▶ _Data for review_:
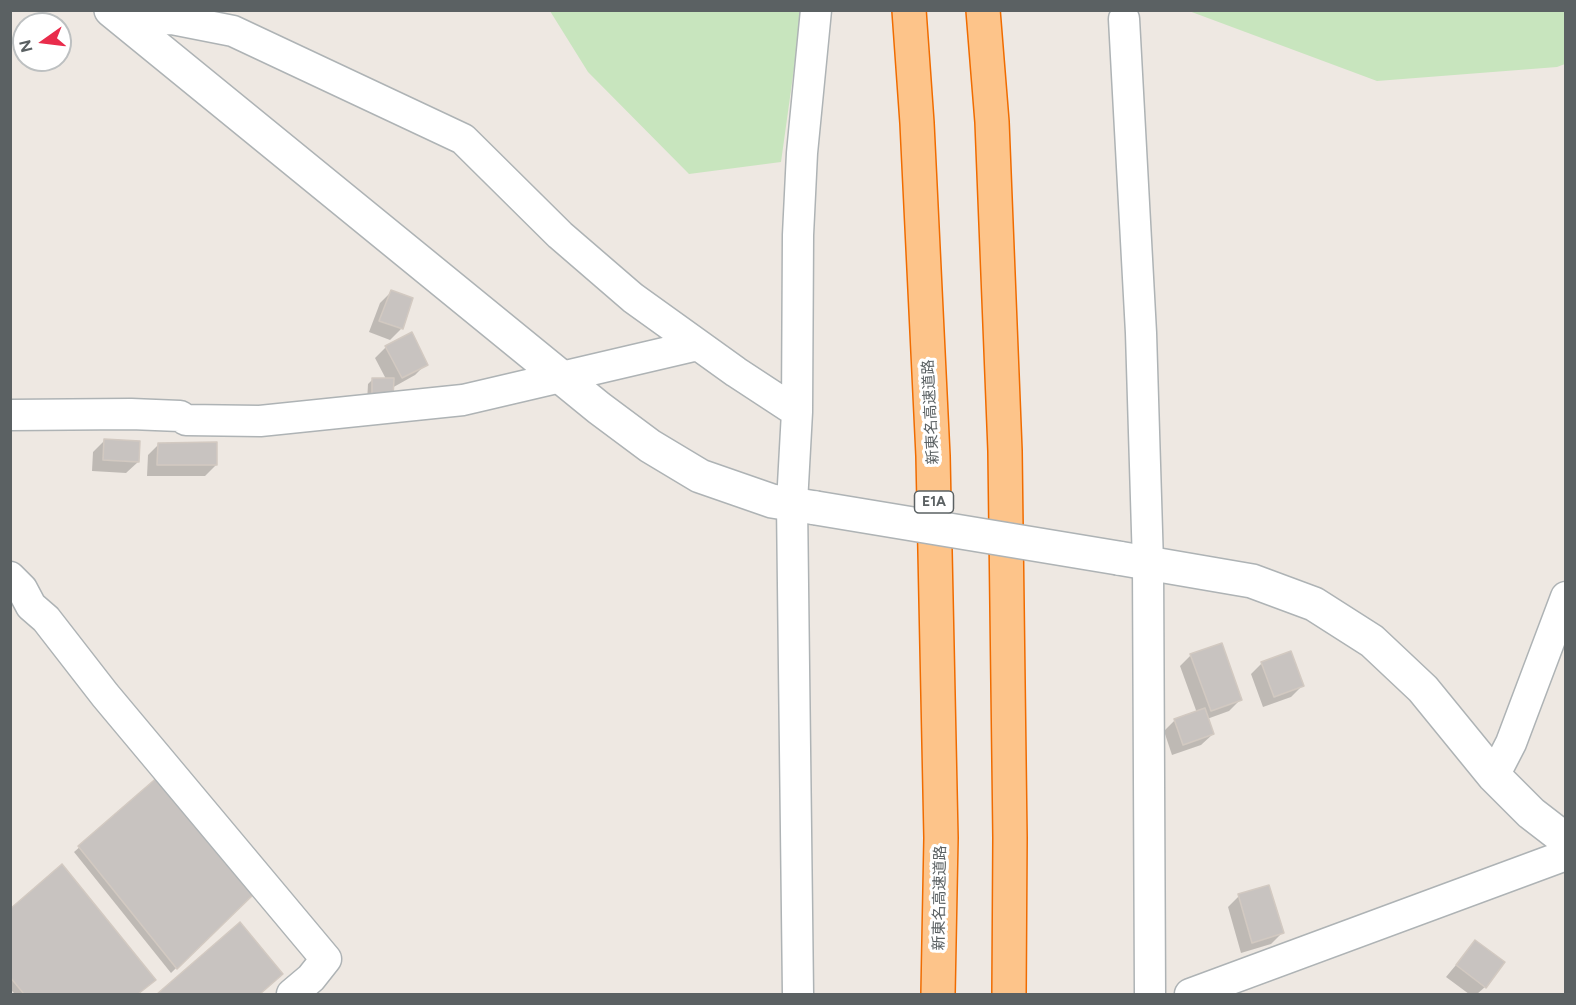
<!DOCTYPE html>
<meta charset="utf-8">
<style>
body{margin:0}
#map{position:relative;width:1576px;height:1005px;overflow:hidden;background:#eee8e2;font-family:Figtree,sans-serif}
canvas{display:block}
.frame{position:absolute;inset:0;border:12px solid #5b6163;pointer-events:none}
.north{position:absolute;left:12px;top:12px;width:60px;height:60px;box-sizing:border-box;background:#fff;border:2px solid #bdc0c1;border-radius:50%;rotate:256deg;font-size:16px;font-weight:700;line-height:24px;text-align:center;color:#5b6163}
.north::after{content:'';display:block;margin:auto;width:21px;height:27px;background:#e92c4b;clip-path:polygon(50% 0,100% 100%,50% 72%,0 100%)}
</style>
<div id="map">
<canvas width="1576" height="1005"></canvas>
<div class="frame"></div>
<div class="north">N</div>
</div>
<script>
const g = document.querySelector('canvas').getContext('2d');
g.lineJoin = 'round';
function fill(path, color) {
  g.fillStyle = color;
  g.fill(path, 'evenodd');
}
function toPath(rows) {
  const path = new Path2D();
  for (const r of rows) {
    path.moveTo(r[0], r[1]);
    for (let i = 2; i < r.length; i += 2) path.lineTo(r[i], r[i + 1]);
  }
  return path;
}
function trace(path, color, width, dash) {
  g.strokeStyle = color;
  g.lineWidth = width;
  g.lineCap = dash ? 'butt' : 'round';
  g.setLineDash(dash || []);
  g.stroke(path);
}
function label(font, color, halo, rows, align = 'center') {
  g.font = font + ' Figtree,"Noto Sans JP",sans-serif';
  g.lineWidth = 6;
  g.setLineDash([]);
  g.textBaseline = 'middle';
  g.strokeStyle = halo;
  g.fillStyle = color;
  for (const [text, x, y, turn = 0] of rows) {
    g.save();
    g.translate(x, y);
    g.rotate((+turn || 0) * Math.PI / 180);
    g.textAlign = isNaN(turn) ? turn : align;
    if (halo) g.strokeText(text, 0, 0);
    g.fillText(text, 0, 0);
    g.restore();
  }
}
fill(toPath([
 [550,11,802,11,781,162,689,174,588,72],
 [1189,11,1565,11,1565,64,1557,67,1377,81]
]), '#c8e5be');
fill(toPath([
 [391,292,412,299,401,329,390,340,369,332,380,303],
 [386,347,426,364,415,375,367,402,368,384,373,379,386,379,375,358],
 [104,441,138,462,126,473,92,471,93,452],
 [159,444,216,465,205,476,147,476,148,455],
 [1191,655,1240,700,1229,711,1207,719,1213,734,1201,745,1172,755,1164,731,1175,720,1197,713,1180,666],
 [1262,663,1302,686,1291,697,1263,707,1251,674],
 [160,777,255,891,171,973,74,852],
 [1239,896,1282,933,1271,944,1241,953,1228,907],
 [10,911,148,985,137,994,15,994,10,989],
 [239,924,276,979,258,994,159,994],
 [1475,942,1485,987,1477,994,1469,994,1446,977]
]), '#0003');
const building = toPath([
 [391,290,413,298,403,329,379,321,391,290],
 [412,332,428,365,402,378,385,346,412,332],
 [372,378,394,378,393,398,372,398,372,378],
 [104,439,140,441,139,462,103,460,104,439],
 [217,442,217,465,157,465,158,443,217,442],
 [1222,643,1242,700,1211,711,1190,654,1222,643],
 [1291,651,1304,686,1274,697,1261,662,1291,651],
 [1205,708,1214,734,1183,745,1174,719,1205,708],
 [160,775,257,891,177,969,78,846,160,775],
 [62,864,156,980,138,994,24,994,10,977,10,909,62,864],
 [1269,885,1284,933,1252,943,1238,894,1269,885],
 [240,922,283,974,260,994,157,994,240,922],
 [1475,940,1505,962,1486,988,1456,965,1475,940]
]);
fill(building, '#c8c3c0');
trace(building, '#d2c9c1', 1.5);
const minor = toPath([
 [1124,19,1141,333,1148,564,1150,994],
 [122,20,172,19,233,31,463,139,560,235,633,298,736,372,797,412],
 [10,415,131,414,180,416,186,420,260,421,463,400,698,345],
 [10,577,22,589,31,606,46,619,105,695,326,959,311,978,292,994],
 [1494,776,1511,743,1566,597],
 [798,994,792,503,797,412,798,235,802,153,816,10],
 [1190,994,1566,855]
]);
const tertiary = toPath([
 [111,10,599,408,650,446,700,476,772,501,816,508],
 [1118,558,1252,581,1314,604,1372,641,1423,689,1494,776,1531,813,1566,840]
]);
const motorway = toPath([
 [909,10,917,123,933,456,941,838,938,994],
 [983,10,992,122,1005,451,1010,838,1009,994]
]);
trace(minor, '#aeb3b5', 33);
trace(tertiary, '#aeb3b5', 36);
trace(motorway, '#f06c00', 36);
trace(minor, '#fff', 30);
trace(tertiary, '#fff', 33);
trace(motorway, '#fdc48a', 33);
const tertiaryBridge = toPath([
 [816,508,1118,558]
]);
trace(tertiaryBridge, '#aeb3b5', 36, []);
trace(tertiaryBridge, '#fff', 33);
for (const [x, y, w] of [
 [934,502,39]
]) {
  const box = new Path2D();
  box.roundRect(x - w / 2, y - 11, w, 22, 4.5);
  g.fillStyle = '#fff';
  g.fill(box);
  trace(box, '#5b6163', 1.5);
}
label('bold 14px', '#5b6163', null, [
 ["E1A",934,502]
]);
label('15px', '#5b6163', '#fff', [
 ["新東名高速道路",931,412,-93],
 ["新東名高速道路",940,898,-89]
]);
</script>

▶ _Brief_: For this exercise, return every line from the data that holds the string "rows".

▶ _Exercise output_:
function toPath(rows) {
  for (const r of rows) {
function label(font, color, halo, rows, align = 'center') {
  for (const [text, x, y, turn = 0] of rows) {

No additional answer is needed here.